Para Dulce, recuerda Floreana, el encanto constituía una profesión en sí misma, como tal vez la irreverencia para Patricia. Mira su plato. No quiere comer cordero. Su estómago le avisa cierta inquietud. La sangre de las veredas no se borra. Queda impregnada en las calles. No se limpia sino hasta pasadas muchas lluvias.

8

El humo y la bruma se confunden cuando comienza el invierno en la isla. De día, las siluetas se diluyen en el fondo verde oscuro y en el gris del atardecer; por la noche no se ven, porque no se ve nada de nada… a menos que las estrellas se apiaden de los mortales venciendo a las nubes. Llueve mucho en el invierno de la isla, las nubes parecen ariscas ante cualquier voluntad que no sea la propia.

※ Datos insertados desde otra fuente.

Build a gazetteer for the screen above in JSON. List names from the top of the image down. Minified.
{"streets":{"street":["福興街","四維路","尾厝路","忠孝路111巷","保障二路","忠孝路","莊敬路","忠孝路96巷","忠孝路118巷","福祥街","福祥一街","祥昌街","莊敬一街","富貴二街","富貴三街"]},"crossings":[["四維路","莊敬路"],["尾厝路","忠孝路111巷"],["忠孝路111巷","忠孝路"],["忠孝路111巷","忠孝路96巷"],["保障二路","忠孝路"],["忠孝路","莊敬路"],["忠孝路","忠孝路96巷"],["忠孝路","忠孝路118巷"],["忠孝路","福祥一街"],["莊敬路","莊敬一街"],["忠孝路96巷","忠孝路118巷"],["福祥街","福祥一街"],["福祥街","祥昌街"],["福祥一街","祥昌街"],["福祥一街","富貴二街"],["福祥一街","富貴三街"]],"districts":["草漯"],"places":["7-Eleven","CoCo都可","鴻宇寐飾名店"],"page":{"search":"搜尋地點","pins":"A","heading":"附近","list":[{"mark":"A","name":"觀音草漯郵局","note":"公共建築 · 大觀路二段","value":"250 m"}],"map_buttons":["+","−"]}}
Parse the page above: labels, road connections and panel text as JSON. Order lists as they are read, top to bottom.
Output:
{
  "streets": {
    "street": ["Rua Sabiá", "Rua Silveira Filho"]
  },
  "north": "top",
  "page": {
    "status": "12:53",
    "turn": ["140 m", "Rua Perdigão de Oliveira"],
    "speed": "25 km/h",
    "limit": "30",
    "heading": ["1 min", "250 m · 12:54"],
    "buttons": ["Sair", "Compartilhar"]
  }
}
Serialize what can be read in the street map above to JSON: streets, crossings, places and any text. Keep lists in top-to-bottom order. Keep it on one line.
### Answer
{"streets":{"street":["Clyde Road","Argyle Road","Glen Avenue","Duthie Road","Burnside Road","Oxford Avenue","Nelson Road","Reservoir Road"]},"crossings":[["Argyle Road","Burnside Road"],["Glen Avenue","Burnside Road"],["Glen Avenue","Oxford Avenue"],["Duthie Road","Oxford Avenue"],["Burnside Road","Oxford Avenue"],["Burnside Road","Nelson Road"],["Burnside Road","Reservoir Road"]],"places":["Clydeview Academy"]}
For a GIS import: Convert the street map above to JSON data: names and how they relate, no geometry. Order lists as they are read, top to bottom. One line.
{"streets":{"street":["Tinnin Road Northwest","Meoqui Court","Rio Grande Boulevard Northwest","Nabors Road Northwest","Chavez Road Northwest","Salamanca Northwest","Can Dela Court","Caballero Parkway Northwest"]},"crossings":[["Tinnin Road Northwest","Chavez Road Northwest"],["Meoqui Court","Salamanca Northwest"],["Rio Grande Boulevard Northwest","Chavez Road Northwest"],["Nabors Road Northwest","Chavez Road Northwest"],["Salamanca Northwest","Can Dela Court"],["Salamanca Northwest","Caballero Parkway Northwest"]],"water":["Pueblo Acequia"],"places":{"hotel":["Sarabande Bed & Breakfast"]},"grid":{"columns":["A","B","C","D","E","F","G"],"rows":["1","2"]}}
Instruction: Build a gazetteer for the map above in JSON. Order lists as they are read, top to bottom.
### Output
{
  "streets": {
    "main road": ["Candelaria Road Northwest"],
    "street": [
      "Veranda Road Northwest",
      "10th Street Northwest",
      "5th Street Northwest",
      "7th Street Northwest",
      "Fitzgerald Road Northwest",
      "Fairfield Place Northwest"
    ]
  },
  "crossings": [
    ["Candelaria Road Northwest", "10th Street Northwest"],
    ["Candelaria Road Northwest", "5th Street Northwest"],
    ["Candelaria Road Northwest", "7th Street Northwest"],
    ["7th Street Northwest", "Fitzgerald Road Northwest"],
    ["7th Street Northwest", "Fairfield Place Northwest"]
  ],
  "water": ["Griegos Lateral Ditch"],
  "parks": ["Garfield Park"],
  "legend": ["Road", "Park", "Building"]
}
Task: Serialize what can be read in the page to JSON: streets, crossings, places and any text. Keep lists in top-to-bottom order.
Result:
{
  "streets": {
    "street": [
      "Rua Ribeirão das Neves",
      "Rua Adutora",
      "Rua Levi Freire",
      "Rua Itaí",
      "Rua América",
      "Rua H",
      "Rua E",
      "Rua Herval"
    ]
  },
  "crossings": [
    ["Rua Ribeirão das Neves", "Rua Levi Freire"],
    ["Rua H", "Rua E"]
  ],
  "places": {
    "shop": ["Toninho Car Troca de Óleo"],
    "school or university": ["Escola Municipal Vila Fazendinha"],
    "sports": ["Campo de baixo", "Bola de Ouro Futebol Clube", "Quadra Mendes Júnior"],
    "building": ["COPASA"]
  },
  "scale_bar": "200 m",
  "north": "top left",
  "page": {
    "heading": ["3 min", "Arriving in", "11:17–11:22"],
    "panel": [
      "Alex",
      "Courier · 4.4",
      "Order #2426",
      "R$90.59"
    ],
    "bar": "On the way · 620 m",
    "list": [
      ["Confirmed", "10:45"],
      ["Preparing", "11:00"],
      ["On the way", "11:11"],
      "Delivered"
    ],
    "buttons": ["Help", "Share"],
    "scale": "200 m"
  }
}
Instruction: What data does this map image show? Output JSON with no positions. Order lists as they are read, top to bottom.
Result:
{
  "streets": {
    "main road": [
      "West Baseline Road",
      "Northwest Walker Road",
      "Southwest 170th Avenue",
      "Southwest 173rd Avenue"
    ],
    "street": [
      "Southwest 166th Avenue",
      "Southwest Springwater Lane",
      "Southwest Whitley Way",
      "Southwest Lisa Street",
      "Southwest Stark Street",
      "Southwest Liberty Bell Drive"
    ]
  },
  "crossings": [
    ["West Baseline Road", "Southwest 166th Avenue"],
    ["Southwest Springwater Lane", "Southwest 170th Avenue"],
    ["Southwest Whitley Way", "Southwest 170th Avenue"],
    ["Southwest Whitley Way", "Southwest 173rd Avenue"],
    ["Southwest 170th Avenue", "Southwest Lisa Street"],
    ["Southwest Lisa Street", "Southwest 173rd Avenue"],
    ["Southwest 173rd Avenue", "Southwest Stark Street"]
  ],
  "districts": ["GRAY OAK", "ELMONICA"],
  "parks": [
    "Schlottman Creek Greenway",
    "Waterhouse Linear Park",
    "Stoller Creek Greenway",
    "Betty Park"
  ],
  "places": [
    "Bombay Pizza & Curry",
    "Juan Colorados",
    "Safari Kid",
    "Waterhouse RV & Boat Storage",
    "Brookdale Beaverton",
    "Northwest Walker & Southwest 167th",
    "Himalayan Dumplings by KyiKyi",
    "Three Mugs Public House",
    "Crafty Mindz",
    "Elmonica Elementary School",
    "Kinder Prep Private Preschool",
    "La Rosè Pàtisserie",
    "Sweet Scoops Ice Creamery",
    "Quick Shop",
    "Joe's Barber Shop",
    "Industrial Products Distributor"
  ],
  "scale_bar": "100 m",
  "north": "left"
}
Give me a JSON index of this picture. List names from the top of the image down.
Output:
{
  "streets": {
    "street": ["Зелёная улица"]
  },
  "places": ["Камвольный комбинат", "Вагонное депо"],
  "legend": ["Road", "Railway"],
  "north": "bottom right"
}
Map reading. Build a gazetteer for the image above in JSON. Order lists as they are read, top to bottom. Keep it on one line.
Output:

De colores difusos, las personas del pueblo se escurren hacia el interior de sus corazones y de sus casas siempre bajas cuando comienza el invierno, pero aun así nadie acostumbra excluir a nadie de la intimidad. Los braseros y las estufas arden a la espera de quien los comparta, y enormes ollas con agua nunca terminan de hervir sobre sus lomos. La lana lo cubre todo: cuerpos, camas, manos, sillas; las palmas y las cabezas de hombres y mujeres comprueban la sensatez de las ovejas. Viven en el interior por la irrupción de la lluvia, pero ellos han coexistido durante siglos con el agua. Ya saben llamar al calor; lo invitan y, una vez llegado, lo amansan. El deseo vehemente de cada habitante de esta isla es ocupar junto a otro la cama de la noche; es demasiado triste dormir solo y despertar al hielo. No, las camas de a uno no son carnavales cuando se descuelga el interminable invierno. Las papas siempre en el fogón, los chicharrones, los mariscos, la harina y la chicha de manzana que se ha guardado del verano, nutren esa energía que el frío no consigue arrancar porque el calor, efectivamente, se apaciguó en el adentro gracias al alerce y sus tejuelas que velan por expulsar la humedad, grises de lluvia hoy aunque un día fueron rojas. El barro ablanda caminos y huellas y el viento hace de las suyas, con el solo obstáculo de las ramas de los mañíos, los cipreses y los canelos; los hombres no molestan al viento, caminan inclinando hombros y cabezas para que no los haga bailar. Si alguien cree que en el invierno del pueblo la naturaleza no cesa de llorar, se equivoca. Es sólo el agua que, como si el mar no hubiese bastado, se enamoró del lugar.